Lovey stood off and pointed to it as it lay, white and oblong, on the sitting-room table.
“Give it to me with ’er own ’and,” he said, mysteriously. “Druv up to the door and asked the janitor to call me down. Told me to tell you that it wouldn’t be at ’alf past four, as she says in the note, but at five, and ’oped you wouldn’t keep ’er waitin’.”
I held it in my hand, turning it over. I felt sure of what was in it, but I didn’t know whether I was sorry or glad. Of course I should be glad from one point of view; but the points of view were so many. It would be all over now with the mission, for which my enthusiasm had so suddenly revived. When we had done this thing we should be discredited and ostracized by the people we knew best, and for some time to come.
I stood fingering the thing, feeling as I had felt now and then when we had given up a trench or a vantage-point we had been holding against odds. Wise as it might be to yield, it was, nevertheless, a pity, and only left ground that would have to be regained. There was moral strength, too, in the mere fact of holding. Not to hold any longer was a sign of weakness, however good the reason.

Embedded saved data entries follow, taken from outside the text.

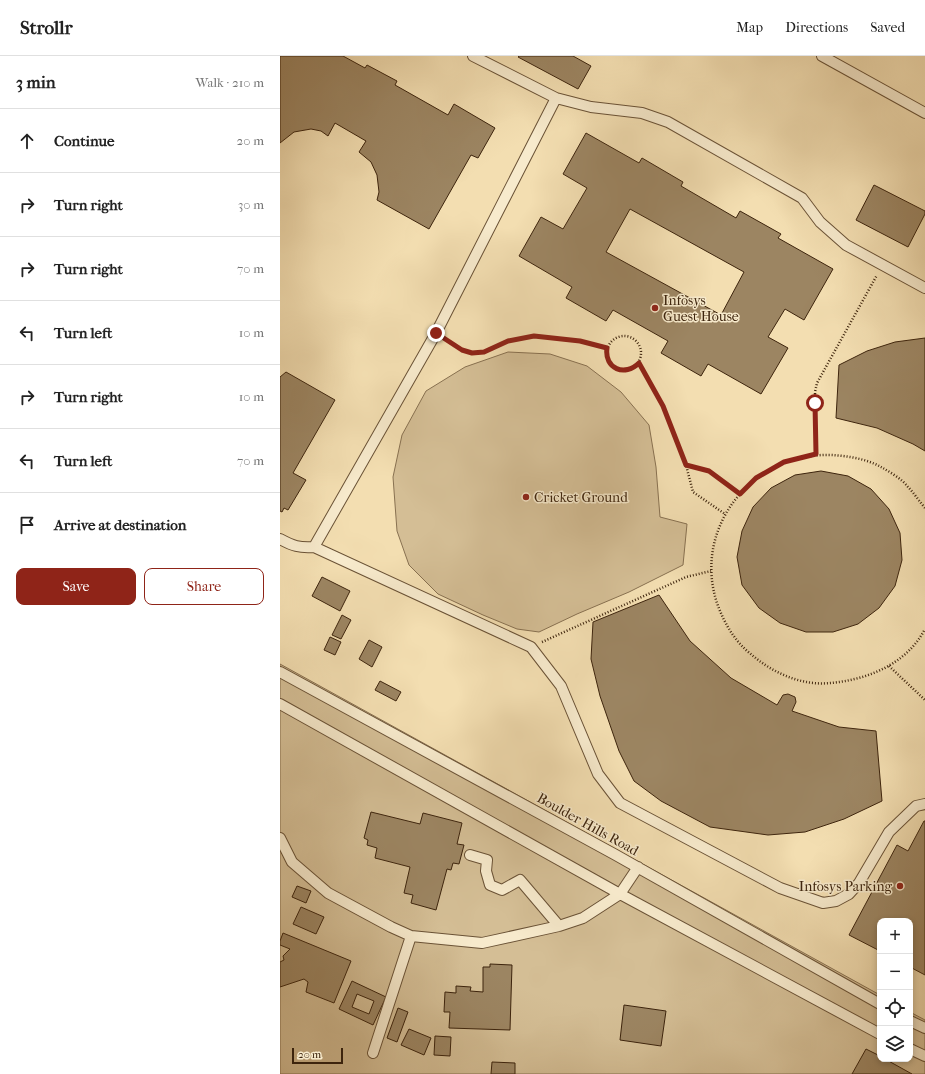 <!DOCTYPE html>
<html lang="en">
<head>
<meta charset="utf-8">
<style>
	:root { --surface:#fff; --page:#f6f6f6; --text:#222; --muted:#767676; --line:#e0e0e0; --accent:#8f2418 }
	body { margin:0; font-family:"IM FELL French Canon",serif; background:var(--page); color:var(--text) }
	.controls { position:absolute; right:12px; bottom:12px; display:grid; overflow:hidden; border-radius:8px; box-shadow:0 2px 6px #0003 }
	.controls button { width:36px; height:36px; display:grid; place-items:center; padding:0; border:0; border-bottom:1px solid var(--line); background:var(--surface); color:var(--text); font:20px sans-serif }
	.scale { position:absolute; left:12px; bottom:10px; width:51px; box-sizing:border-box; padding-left:4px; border:2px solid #3d240d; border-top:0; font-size:11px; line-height:14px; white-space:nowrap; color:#3d240d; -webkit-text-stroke:3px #f7eacc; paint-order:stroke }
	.stop { position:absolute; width:12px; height:12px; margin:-9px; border:3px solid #8f2418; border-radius:50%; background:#fff }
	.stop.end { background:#8f2418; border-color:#fff; box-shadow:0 1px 4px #0008 }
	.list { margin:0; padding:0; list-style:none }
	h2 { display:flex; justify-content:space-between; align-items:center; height:52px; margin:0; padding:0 16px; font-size:17px }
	h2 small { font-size:13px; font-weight:400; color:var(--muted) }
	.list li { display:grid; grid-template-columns:26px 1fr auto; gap:12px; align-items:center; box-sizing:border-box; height:64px; padding:0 16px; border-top:1px solid var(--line) }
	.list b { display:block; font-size:15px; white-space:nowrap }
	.list em { font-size:13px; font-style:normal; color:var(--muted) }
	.actions { display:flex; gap:8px; padding:12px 16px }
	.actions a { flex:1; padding:9px 0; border:1px solid var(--accent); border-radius:8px; text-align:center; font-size:14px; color:var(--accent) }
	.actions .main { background:var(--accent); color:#fff }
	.icon { flex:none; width:22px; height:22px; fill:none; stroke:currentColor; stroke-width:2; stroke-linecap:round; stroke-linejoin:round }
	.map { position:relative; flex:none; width:645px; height:1018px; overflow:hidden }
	header { display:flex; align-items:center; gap:24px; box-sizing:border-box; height:56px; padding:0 20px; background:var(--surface); border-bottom:1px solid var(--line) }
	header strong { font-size:19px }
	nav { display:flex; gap:22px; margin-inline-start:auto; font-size:14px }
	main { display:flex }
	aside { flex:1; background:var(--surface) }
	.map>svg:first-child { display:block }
	.green { fill:#d4be95; stroke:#887151 }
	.building { fill:#9c8562; stroke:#3d240d; fill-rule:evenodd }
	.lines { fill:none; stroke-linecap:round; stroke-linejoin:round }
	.service-casing { stroke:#6a5236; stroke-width:12 }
	.path { stroke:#3d240d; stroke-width:2.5; stroke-dasharray:1 2; stroke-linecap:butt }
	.service { stroke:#f7eacc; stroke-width:10 }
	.route { stroke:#8f2418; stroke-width:5 }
	.poi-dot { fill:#8f2418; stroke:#f7eacc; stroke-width:1.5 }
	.labels { text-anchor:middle; stroke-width:3; stroke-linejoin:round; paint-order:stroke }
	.poi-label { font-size:14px; fill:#3d240d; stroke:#f7eacc; text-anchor:start }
	.street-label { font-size:14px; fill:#3d240d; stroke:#f7eacc }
</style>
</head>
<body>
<header>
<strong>Strollr</strong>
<nav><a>Map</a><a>Directions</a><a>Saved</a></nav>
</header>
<main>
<aside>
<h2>3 min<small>Walk · 210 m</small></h2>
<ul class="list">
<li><svg class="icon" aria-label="ahead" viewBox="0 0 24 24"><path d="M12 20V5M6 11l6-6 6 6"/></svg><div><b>Continue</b></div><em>20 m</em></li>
<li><svg class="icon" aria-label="right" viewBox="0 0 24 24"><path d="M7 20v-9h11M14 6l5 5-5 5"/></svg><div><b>Turn right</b></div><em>30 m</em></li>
<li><svg class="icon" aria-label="right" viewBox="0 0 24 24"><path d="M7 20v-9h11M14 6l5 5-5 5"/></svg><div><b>Turn right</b></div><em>70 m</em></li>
<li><svg class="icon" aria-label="left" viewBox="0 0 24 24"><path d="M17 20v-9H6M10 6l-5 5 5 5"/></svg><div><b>Turn left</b></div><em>10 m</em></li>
<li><svg class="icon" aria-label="right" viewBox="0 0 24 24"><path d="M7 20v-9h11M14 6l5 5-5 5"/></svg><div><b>Turn right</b></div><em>10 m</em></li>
<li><svg class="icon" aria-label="left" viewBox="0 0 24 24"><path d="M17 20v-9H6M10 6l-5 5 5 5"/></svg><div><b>Turn left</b></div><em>70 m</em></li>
<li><svg class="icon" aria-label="arrive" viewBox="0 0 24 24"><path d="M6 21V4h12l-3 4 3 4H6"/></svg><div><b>Arrive at destination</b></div></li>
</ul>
<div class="actions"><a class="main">Save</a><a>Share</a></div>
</aside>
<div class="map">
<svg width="645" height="1018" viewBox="0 0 645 1018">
	<rect width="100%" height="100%" fill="#f3deb1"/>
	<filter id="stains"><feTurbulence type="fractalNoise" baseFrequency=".005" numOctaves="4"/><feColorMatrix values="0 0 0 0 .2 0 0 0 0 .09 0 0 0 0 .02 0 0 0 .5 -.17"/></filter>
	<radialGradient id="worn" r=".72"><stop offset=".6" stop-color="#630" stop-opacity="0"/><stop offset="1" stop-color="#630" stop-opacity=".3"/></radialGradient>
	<!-- green -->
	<path class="green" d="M228,296l42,2 37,12 34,26 28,33 7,42 4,50 27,7 -4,41 -54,27 -52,22 -38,18 -22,-3 -34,-14 -45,-21 -29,-29 -12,-34 -4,-54 9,-42 24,-44 39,-24z
		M0,608l600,331v64h30v-47l15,8v54h-645z"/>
	<!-- building -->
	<path class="building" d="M0,0h63l22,12 2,-3 30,16 -2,4 53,30 6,-11 41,24 -17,30 -7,-3 -42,74 -52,-29 2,-8 -2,-17 -6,-13 -12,-10 7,-11 -31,-18 -7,13 -7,-5 -10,-2 -17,3 -14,11z
		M239,0h54l18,10 -13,23 -60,-32z
		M306,77l53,30 3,-5 41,24 -2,4 55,32 4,-7 41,23 -3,4 55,31 -29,51 -19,-11 -17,28 20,11 -27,46 -53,-30 -7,12 -40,-23 7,-12 -55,-31 -7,11 -40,-23 6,-11 -53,-31 22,-39 22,12 24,-41 -24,-14zM350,153l114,63 -23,43 -115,-63z
		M594,129l51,26v3l-17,33 -52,-27z
		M645,282v113l-12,-7 -36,-16 -41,-10 3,-53 28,-14 28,-9z
		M6,316l49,28 -42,73 13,7 -18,30 -4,-2 -2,4 -2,-1v-134z
		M541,415l27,5 23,13 18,20 11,24 2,27 -7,26 -16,22 -21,16 -25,8h-27l-26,-9 -21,-15 -17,-23 -5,-28 5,-26 11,-24 18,-19 24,-13z
		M42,521l28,14 -10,20 -28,-15z
		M379,539l31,46 41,37 46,27 6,-10 5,-1 7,3 1,5 -4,9 47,16 37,4 6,70 -38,18 -39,13 -37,3 -58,-8 -49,-26 -27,-20 -15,-30 -19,-55 -9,-37 2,-37z
		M62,559l9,5 -10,19 -9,-4z
		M50,581l11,5 -6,13 -11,-5z
		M89,584l13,7 -10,20 -13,-8z
		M100,625l21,11 -5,9 -21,-11z
		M91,756l49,12 3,-11 39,10 -5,21 7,1 -5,19 -6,-1 -2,7 -4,-1 -11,41 -25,-7 2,-8 -9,-2 6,-26 -35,-9 2,-10 -10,-3 1,-5 -4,-2z
		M644,765h1v154l-15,-8v-46h-30v30l-31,-16 48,-90 11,6z
		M17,830l14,5 -5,12 -14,-6z
		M21,851l23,10 -8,17 -23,-10z
		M3,877l68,28 -17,42 -28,-11 2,-10 -4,-3 -24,8v-25l4,-2 -1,-4 7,-7 -10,-4v-4z
		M210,908l22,1 -2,65 -61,-2 1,-16h-6l1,-20 11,1v-7l15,1 -1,4 13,1v-25h7z
		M72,925l34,16 -13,28 -34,-16zM77,938l17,7 -5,13 -17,-7z
		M344,949l42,6 -5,35 -41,-6z
		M118,952l10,4 -11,30 -10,-4z
		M129,973l22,9 -7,17 -23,-10z
		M155,980l16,1 -1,19 -16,-1z
		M586,993l14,7v3h5l27,15h-60z
		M212,1006l23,1v11h-24z"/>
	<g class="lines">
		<!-- service casing -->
		<g class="service-casing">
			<path id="service" d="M193,0l83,42 35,9 51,6 26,9 134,76 18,24 26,23 79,43
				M542,0l103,57
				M0,483c13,7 19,9 34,8l217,100 30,39 37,88 22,29 160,85 43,15 13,-2 13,-7 10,-11 30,-51 27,-26 9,-2
				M34,491l122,-214 120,-235
				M0,616l334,182 266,150
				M0,648l340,190 260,140
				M0,782l12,24 36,31 63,34 20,9 71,7 77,-17 24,-8 37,-24 18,-27
				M190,799l17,5 -1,11 4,14 12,5 18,-10 39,46
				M630,965l15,7
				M630,993l15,7
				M93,997l38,-117"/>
		</g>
		<!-- path -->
		<path class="path" d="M327 297a17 17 0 1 1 34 0a17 17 0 1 1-34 0Z
			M167,284l15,10 9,3 13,-1 24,-11 25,-5 47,5 27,7
			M359,307l24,43 23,59 7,27 32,22
			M536,398l-1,-62 2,-9 60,-108
			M406,409l23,6 31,23
			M645,452c-6,-7 -11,-15 -17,-21 -6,-8 -18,-15 -27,-20 -14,-8 -33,-11 -49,-12 -79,-3 -140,72 -115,148 7,20 18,39 35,52 21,18 50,31 78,28 37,-3 77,-19 95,-54
			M262,586l144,-65 25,-6
			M609,610l36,34"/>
		<!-- service -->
		<use href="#service" class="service"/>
	</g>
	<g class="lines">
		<!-- route -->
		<path class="route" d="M156,277l26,17 10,3 12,-1 24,-11 26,-5 46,5 27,7c-3,21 18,29 32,15l24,43 23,59 23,6 31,23 16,-16 28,-16 32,-8 -1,-51"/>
	</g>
	<!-- markers -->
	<g class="poi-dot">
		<circle cx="375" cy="252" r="4"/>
		<circle cx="246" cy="441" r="4"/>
		<circle cx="620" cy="830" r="4"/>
	</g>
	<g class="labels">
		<!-- poi labels -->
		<g class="poi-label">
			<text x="383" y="249">Infosys<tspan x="383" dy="16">Guest House</tspan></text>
			<text x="254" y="446">Cricket Ground</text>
			<text x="612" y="835" text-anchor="end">Infosys Parking</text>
		</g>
		<!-- street labels -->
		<g class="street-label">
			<text transform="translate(308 768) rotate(29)" y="5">Boulder Hills Road</text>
		</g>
	</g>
	<rect width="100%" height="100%" filter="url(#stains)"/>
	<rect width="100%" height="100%" fill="url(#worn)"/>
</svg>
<div class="controls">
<button>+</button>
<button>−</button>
<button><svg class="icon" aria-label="locate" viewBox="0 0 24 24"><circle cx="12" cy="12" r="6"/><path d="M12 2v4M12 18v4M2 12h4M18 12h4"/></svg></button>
<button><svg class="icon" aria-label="layers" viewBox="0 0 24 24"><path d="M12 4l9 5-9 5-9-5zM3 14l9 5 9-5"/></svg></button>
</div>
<div class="scale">20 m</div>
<div class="stop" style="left:535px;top:347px"></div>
<div class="stop end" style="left:156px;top:277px"></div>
</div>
</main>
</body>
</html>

I broke the seal slowly, saying, as I did so, “Did she say where?”
“No, Slim; she didn’t say nowhere.”
“Only that I was not to keep her waiting.”
He thought again. “Punctual was ’er word.”
She needn’t, however, have said that. Of course I should be punctual. All might depend on my being on the spot at the moment when the clock struck. I still hesitated at drawing out the sheet. As a matter of fact I was wondering if she had received the sign she had talked about, and if so, what it was.